*Source material*.
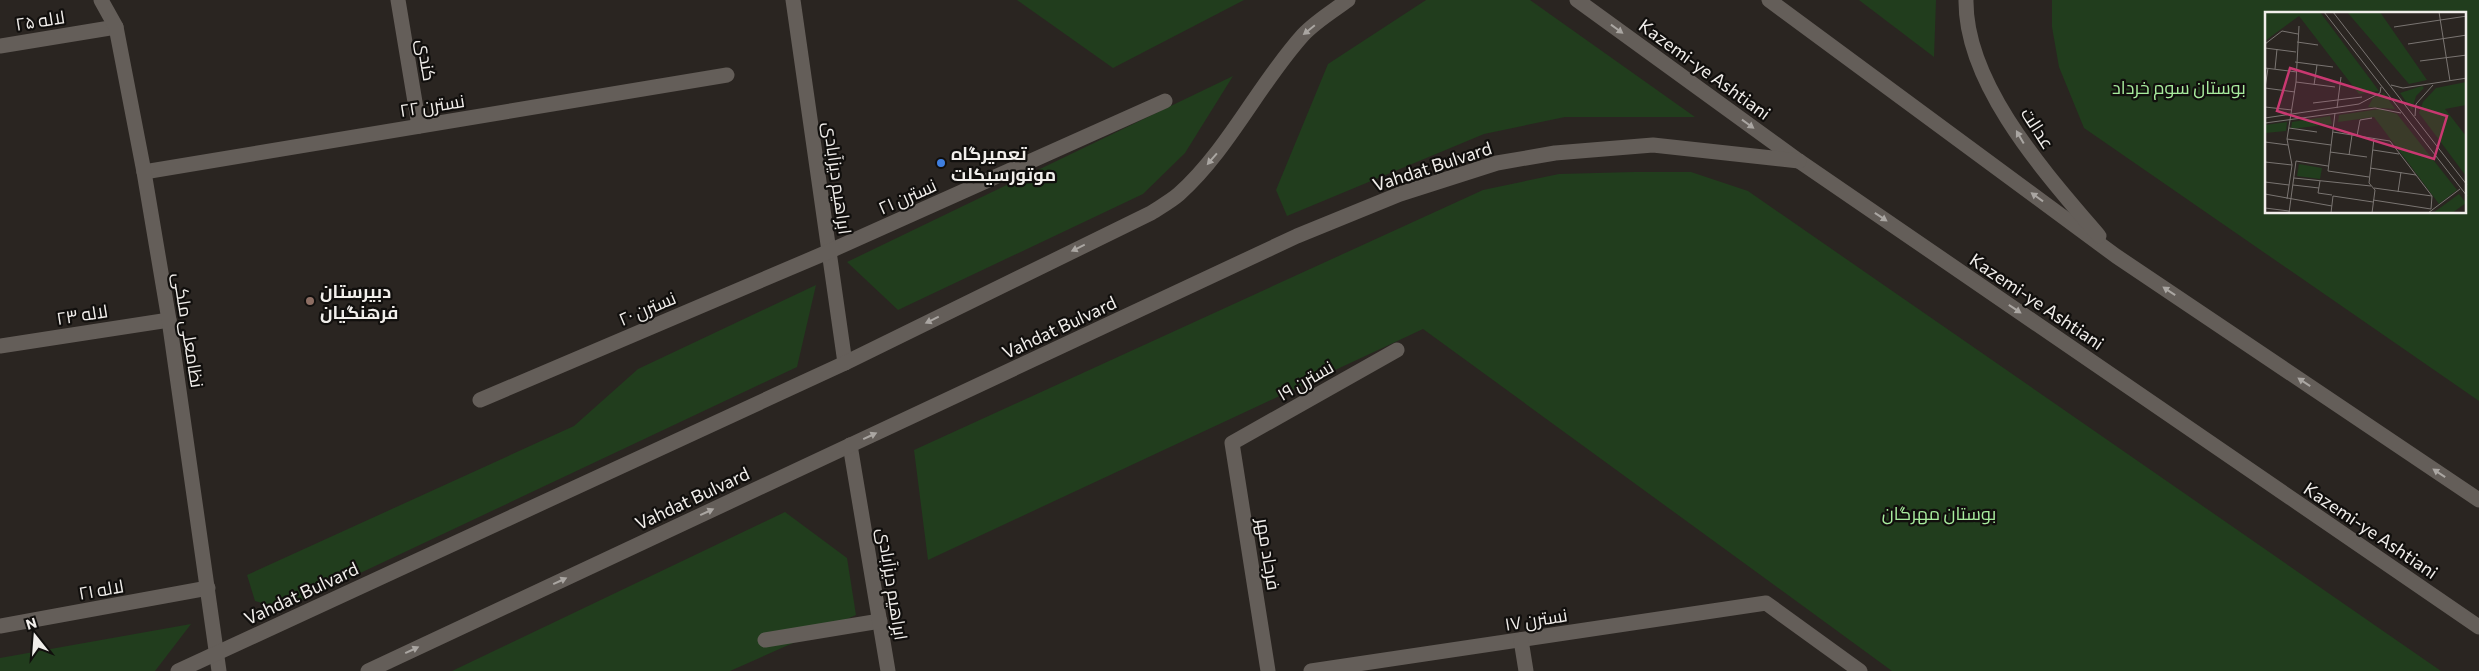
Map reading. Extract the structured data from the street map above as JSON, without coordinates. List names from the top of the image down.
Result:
{
  "streets": {
    "street": [
      "لاله ۲۵",
      "کندی",
      "Kazemi-ye Ashtiani",
      "نسترن ۲۲",
      "عدالت",
      "Vahdat Bulvard",
      "ابراهیم دیزآبادی",
      "نسترن ۲۱",
      "نسترن ۲۰",
      "لاله ۲۳",
      "نظامعلی ملکی",
      "نسترن ۱۹",
      "فرجاد مهر",
      "لاله ۲۱",
      "نسترن ۱۷"
    ]
  },
  "crossings": [
    ["لاله ۲۵", "نظامعلی ملکی"],
    ["کندی", "نسترن ۲۲"],
    ["Kazemi-ye Ashtiani", "Vahdat Bulvard"],
    ["نسترن ۲۲", "نظامعلی ملکی"],
    ["Vahdat Bulvard", "ابراهیم دیزآبادی"],
    ["Vahdat Bulvard", "نظامعلی ملکی"],
    ["ابراهیم دیزآبادی", "نسترن ۲۱"],
    ["ابراهیم دیزآبادی", "نسترن ۲۰"],
    ["نسترن ۲۱", "نسترن ۲۰"],
    ["لاله ۲۳", "نظامعلی ملکی"],
    ["نظامعلی ملکی", "لاله ۲۱"],
    ["نسترن ۱۹", "فرجاد مهر"]
  ],
  "parks": ["بوستان سوم خرداد", "بوستان مهرگان"],
  "places": ["تعمیرگاه موتورسیکلت", "دبیرستان فرهنگیان"],
  "north": "top"
}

*Task directions*. Output the data exactly. Leave every picture out.

*Solution to this exercise*.
Map reading. Extract the structured data from the street map above as JSON, without coordinates. List names from the top of the image down.
Result:
{
  "streets": {
    "street": [
      "لاله ۲۵",
      "کندی",
      "Kazemi-ye Ashtiani",
      "نسترن ۲۲",
      "عدالت",
      "Vahdat Bulvard",
      "ابراهیم دیزآبادی",
      "نسترن ۲۱",
      "نسترن ۲۰",
      "لاله ۲۳",
      "نظامعلی ملکی",
      "نسترن ۱۹",
      "فرجاد مهر",
      "لاله ۲۱",
      "نسترن ۱۷"
    ]
  },
  "crossings": [
    ["لاله ۲۵", "نظامعلی ملکی"],
    ["کندی", "نسترن ۲۲"],
    ["Kazemi-ye Ashtiani", "Vahdat Bulvard"],
    ["نسترن ۲۲", "نظامعلی ملکی"],
    ["Vahdat Bulvard", "ابراهیم دیزآبادی"],
    ["Vahdat Bulvard", "نظامعلی ملکی"],
    ["ابراهیم دیزآبادی", "نسترن ۲۱"],
    ["ابراهیم دیزآبادی", "نسترن ۲۰"],
    ["نسترن ۲۱", "نسترن ۲۰"],
    ["لاله ۲۳", "نظامعلی ملکی"],
    ["نظامعلی ملکی", "لاله ۲۱"],
    ["نسترن ۱۹", "فرجاد مهر"]
  ],
  "parks": ["بوستان سوم خرداد", "بوستان مهرگان"],
  "places": ["تعمیرگاه موتورسیکلت", "دبیرستان فرهنگیان"],
  "north": "top"
}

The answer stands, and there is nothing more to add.